(Stored data)
============================================================
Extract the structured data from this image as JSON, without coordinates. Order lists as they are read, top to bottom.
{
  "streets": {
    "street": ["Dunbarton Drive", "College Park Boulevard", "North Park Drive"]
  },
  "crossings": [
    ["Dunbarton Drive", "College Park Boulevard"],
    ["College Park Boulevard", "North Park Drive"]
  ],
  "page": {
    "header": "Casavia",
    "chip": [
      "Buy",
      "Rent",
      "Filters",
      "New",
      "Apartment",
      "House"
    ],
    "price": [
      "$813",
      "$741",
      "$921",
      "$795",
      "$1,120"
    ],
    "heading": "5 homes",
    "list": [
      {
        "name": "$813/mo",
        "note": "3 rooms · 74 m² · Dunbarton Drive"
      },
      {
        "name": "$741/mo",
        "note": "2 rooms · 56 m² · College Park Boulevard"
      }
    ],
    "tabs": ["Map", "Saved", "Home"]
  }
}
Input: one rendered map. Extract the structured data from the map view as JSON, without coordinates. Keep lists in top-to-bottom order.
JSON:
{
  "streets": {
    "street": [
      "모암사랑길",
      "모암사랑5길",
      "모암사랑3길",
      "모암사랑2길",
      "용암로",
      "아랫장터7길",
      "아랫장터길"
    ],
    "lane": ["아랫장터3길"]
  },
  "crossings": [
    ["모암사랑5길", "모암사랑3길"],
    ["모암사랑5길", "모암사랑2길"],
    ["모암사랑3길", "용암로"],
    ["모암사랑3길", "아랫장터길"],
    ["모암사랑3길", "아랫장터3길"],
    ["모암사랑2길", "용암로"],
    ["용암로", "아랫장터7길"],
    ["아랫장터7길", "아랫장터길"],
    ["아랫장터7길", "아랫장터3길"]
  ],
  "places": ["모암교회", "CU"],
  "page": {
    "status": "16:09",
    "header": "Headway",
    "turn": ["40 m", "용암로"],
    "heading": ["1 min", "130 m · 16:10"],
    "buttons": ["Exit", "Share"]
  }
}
============================================================
Directions: What is needed is a word-for-word copy of all the records above.

Reply to the task:
Extract the structured data from this image as JSON, without coordinates. Order lists as they are read, top to bottom.
{
  "streets": {
    "street": ["Dunbarton Drive", "College Park Boulevard", "North Park Drive"]
  },
  "crossings": [
    ["Dunbarton Drive", "College Park Boulevard"],
    ["College Park Boulevard", "North Park Drive"]
  ],
  "page": {
    "header": "Casavia",
    "chip": [
      "Buy",
      "Rent",
      "Filters",
      "New",
      "Apartment",
      "House"
    ],
    "price": [
      "$813",
      "$741",
      "$921",
      "$795",
      "$1,120"
    ],
    "heading": "5 homes",
    "list": [
      {
        "name": "$813/mo",
        "note": "3 rooms · 74 m² · Dunbarton Drive"
      },
      {
        "name": "$741/mo",
        "note": "2 rooms · 56 m² · College Park Boulevard"
      }
    ],
    "tabs": ["Map", "Saved", "Home"]
  }
}
Input: one rendered map. Extract the structured data from the map view as JSON, without coordinates. Keep lists in top-to-bottom order.
JSON:
{
  "streets": {
    "street": [
      "모암사랑길",
      "모암사랑5길",
      "모암사랑3길",
      "모암사랑2길",
      "용암로",
      "아랫장터7길",
      "아랫장터길"
    ],
    "lane": ["아랫장터3길"]
  },
  "crossings": [
    ["모암사랑5길", "모암사랑3길"],
    ["모암사랑5길", "모암사랑2길"],
    ["모암사랑3길", "용암로"],
    ["모암사랑3길", "아랫장터길"],
    ["모암사랑3길", "아랫장터3길"],
    ["모암사랑2길", "용암로"],
    ["용암로", "아랫장터7길"],
    ["아랫장터7길", "아랫장터길"],
    ["아랫장터7길", "아랫장터3길"]
  ],
  "places": ["모암교회", "CU"],
  "page": {
    "status": "16:09",
    "header": "Headway",
    "turn": ["40 m", "용암로"],
    "heading": ["1 min", "130 m · 16:10"],
    "buttons": ["Exit", "Share"]
  }
}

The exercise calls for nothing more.